## Records for this task
§

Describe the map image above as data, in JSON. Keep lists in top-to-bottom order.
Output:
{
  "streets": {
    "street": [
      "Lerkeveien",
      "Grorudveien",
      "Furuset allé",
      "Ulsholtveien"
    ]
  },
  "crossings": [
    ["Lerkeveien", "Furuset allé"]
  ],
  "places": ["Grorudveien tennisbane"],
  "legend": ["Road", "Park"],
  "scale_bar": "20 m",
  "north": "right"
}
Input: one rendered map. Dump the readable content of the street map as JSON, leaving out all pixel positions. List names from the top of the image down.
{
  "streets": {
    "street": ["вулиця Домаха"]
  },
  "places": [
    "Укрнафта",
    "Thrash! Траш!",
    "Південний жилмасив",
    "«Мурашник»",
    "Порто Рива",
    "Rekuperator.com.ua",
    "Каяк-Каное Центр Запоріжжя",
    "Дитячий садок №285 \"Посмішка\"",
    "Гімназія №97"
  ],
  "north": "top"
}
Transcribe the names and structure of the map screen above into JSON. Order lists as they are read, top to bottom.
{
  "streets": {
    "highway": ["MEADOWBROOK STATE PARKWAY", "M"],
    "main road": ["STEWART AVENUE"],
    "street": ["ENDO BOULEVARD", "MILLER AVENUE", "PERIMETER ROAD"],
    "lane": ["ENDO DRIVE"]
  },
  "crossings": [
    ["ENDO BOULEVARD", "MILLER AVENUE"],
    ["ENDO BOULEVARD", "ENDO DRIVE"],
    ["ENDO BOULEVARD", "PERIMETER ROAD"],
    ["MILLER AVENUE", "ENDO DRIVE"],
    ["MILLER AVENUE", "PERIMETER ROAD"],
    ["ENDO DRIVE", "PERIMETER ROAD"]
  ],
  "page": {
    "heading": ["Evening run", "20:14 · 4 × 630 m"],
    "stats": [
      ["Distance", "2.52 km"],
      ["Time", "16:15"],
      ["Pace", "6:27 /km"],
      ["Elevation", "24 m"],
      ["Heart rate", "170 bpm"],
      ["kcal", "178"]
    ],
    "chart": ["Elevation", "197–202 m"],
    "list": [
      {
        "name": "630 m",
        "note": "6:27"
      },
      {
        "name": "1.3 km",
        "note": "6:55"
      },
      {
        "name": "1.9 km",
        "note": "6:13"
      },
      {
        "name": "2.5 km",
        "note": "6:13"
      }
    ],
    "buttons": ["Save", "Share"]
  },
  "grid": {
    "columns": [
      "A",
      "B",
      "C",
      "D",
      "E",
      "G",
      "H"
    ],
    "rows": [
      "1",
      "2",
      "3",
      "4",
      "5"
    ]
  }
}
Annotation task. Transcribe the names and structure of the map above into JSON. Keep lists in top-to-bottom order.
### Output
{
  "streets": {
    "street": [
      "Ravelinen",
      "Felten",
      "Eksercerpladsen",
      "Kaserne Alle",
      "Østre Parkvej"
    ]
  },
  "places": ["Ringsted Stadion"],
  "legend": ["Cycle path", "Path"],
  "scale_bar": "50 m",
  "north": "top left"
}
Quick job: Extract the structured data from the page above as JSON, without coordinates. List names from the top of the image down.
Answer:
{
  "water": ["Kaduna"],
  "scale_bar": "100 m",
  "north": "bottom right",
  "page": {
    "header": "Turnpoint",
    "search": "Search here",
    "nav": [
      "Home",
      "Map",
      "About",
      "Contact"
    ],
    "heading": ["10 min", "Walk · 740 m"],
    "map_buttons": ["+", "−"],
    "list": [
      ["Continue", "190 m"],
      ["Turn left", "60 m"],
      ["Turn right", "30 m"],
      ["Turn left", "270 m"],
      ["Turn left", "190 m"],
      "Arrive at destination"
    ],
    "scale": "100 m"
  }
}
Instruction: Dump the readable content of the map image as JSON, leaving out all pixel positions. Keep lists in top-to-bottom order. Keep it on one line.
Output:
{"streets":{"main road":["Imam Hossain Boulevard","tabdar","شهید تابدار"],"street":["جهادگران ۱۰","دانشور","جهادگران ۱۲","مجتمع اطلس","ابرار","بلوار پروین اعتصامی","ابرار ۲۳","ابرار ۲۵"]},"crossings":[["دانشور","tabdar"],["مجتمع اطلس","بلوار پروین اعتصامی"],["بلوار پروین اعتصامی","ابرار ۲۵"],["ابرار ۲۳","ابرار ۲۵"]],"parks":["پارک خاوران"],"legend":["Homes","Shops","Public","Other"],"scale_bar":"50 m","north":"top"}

§

## What you will do
Where a line in the entries holds "data", copy that line.

## Response for this exercise
Describe the map image above as data, in JSON. Keep lists in top-to-bottom order.
Quick job: Extract the structured data from the page above as JSON, without coordinates. List names from the top of the image down.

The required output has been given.